In a tense 3-2 vote at their Jan. 6 meeting, the Buncombe County Board of Commissioners endorsed alternative 3, a controversial route for the Interstate 26 connector through Asheville.
Vice Chair Bill Stanley and Commissioners Carol Peterson and K. Ray Bailey supported alternative 3, while board Chair David Gantt and Commissioner Holly Jones opposed it.
“When I went out into the community and talked to people about this, the people I mixed and mingled with all through the county—all of those people said to me either 2 or 3 would be the better position because of cost and time, because of getting from point A to point B,” said Bailey.
Jones, on the other hand, said she’d heard very few people outside of the Asheville Area Chamber of Commerce who favored alternative 3, noting, “It’s not scientific, but I’ve received 199 e-mails for 4b and one for 3.”
Ramping up the emotional heat is the fact that alternative 3 (also backed by the Asheville Area Chamber of Commerce) would displace the most homes of any of the four remaining alternatives: 61 all told, including 24 in the predominantly African-American Burton Street neighborhood. Most of the other homes are in an Emma trailer park.

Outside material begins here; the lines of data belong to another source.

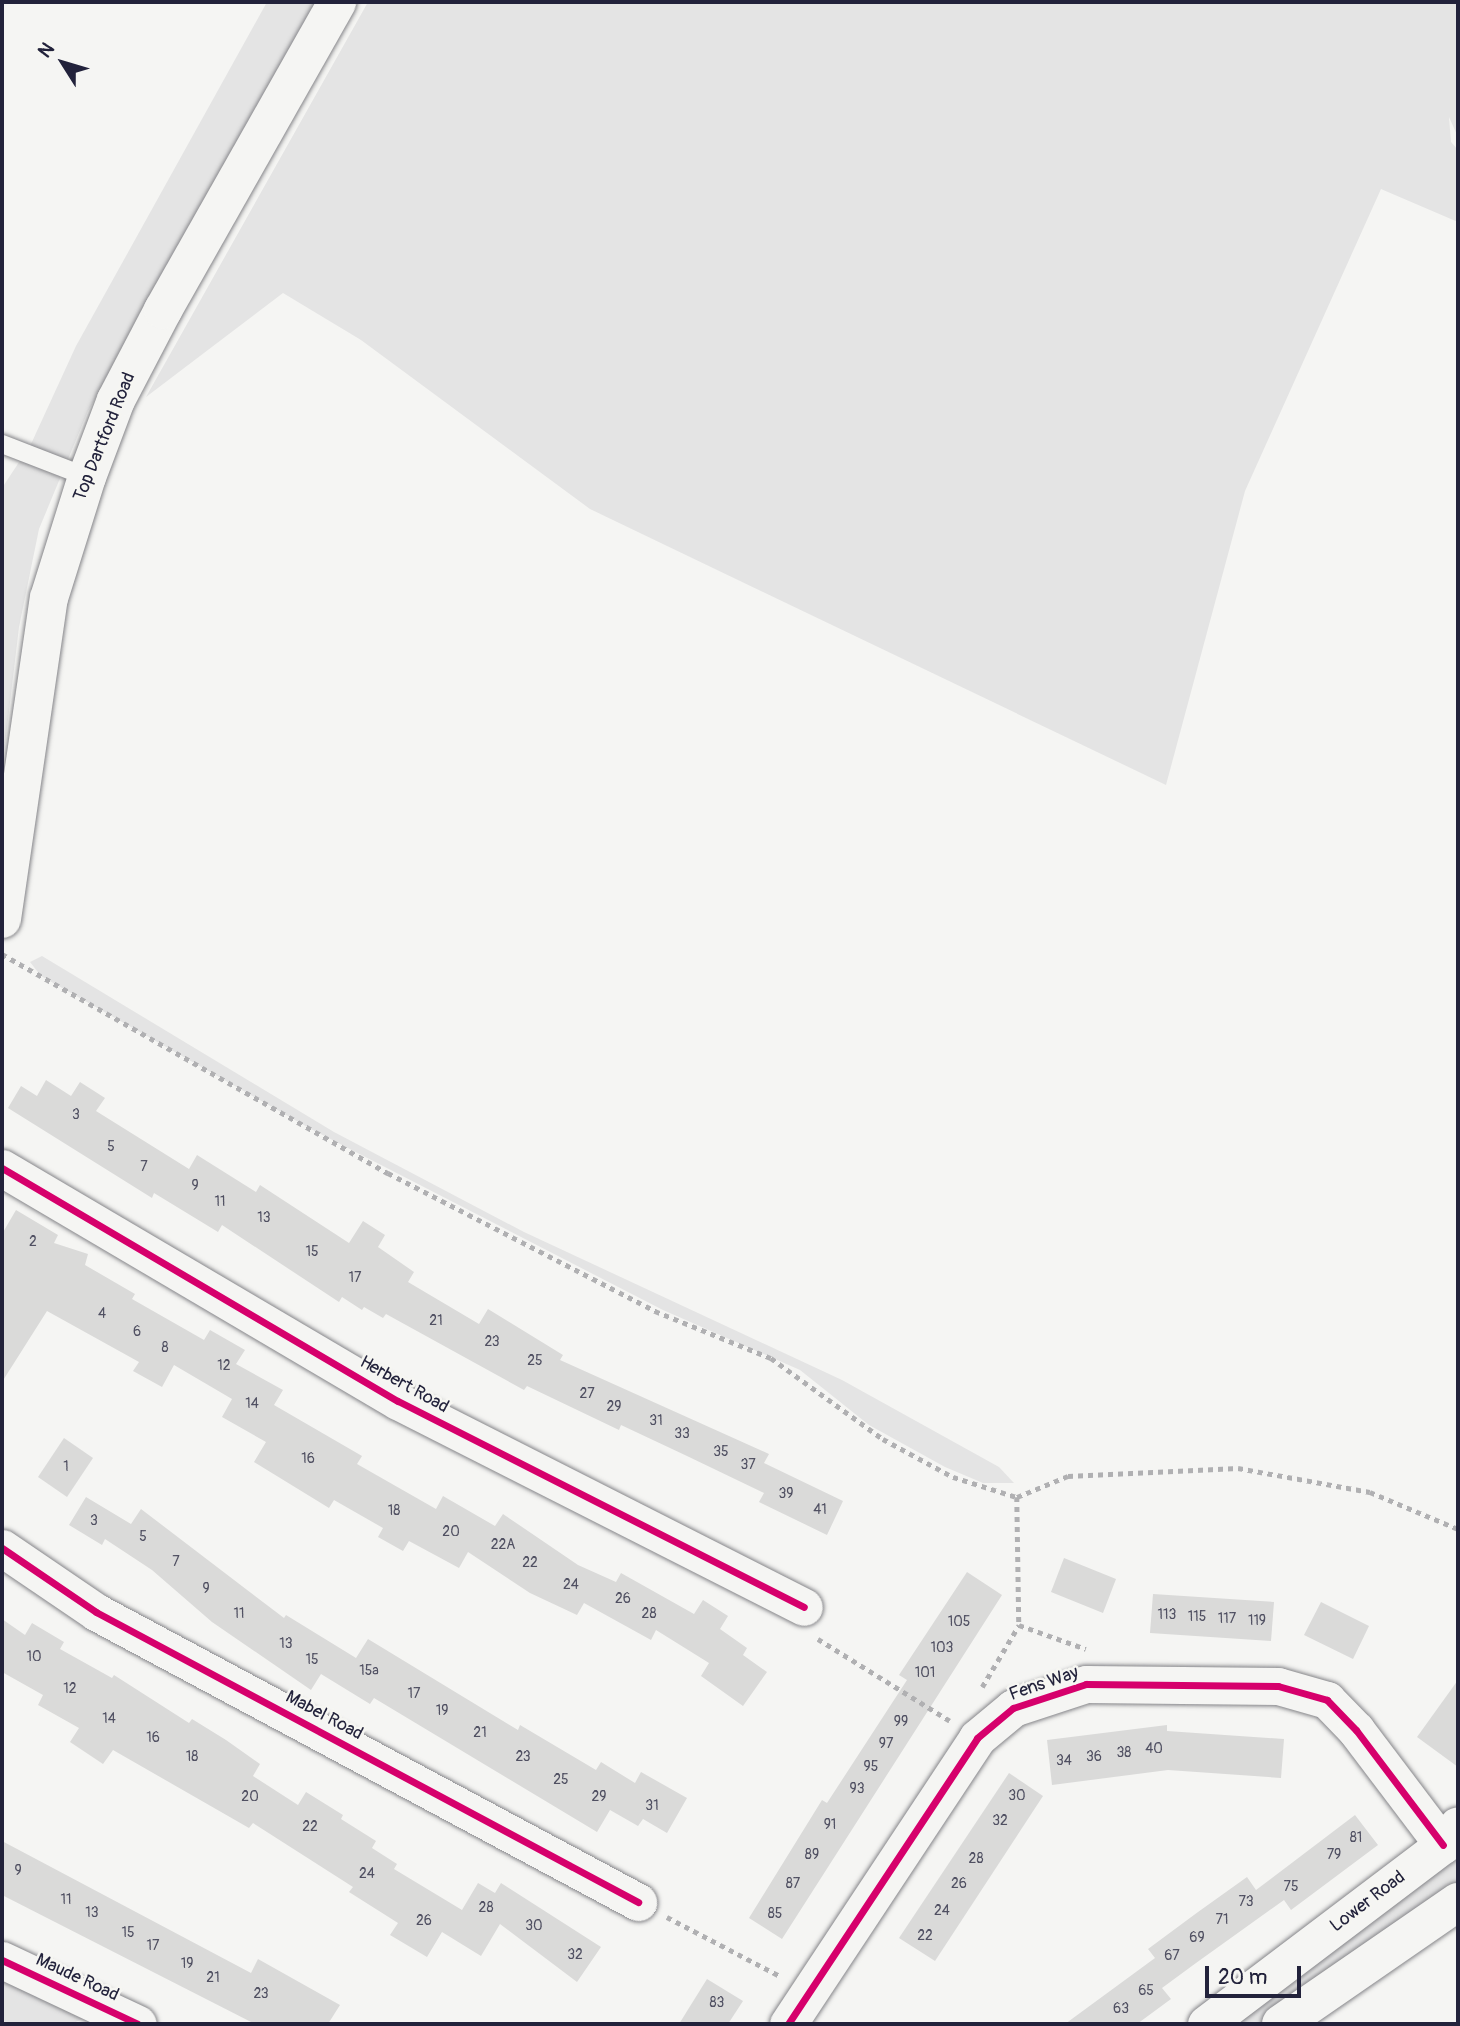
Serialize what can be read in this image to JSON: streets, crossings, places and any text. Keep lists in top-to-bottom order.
{
  "streets": {
    "main road": ["Top Dartford Road"],
    "street": [
      "Herbert Road",
      "Fens Way",
      "Mabel Road",
      "Lower Road",
      "Maude Road"
    ]
  },
  "crossings": [
    ["Fens Way", "Lower Road"]
  ],
  "house_numbers": [
    "3",
    "5",
    "7",
    "9",
    "11",
    "13",
    "2",
    "15",
    "17",
    "4",
    "21",
    "6",
    "23",
    "8",
    "25",
    "12",
    "27",
    "14",
    "29",
    "31",
    "33",
    "35",
    "16",
    "37",
    "1",
    "39",
    "41",
    "18",
    "3",
    "20",
    "5",
    "22A",
    "7",
    "22",
    "24",
    "9",
    "26",
    "11",
    "28",
    "113",
    "115",
    "117",
    "119",
    "105",
    "13",
    "103",
    "10",
    "15",
    "15a",
    "101",
    "12",
    "17",
    "19",
    "14",
    "99",
    "21",
    "16",
    "97",
    "40",
    "38",
    "18",
    "23",
    "36",
    "34",
    "95",
    "25",
    "93",
    "30",
    "20",
    "29",
    "31",
    "32",
    "91",
    "22",
    "81",
    "89",
    "79",
    "28",
    "9",
    "24",
    "87",
    "26",
    "75",
    "11",
    "73",
    "28",
    "24",
    "13",
    "85",
    "71",
    "26",
    "30",
    "15",
    "22",
    "69",
    "17",
    "32",
    "67",
    "19",
    "21",
    "65",
    "23",
    "83",
    "63"
  ],
  "scale_bar": "20 m",
  "north": "top left"
}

The vote came after a nearly two-hour-long public-comment session, with county residents packing the boardroom and spilling out far into the hall. The vast majority of nearly 30 people who spoke supported alternative 4b, developed by the nonprofit Asheville Design Center. The locally produced plan calls for separating local and interstate traffic while minimizing the amount of land required to build the road. Many speakers vehemently opposed alternative 3, including Burton Street residents who said it would destroy their neighborhood.
Vivian Conley, whose neighbors will lose their homes if alternative 3 is built, had harsh words for the route’s supporters on the board.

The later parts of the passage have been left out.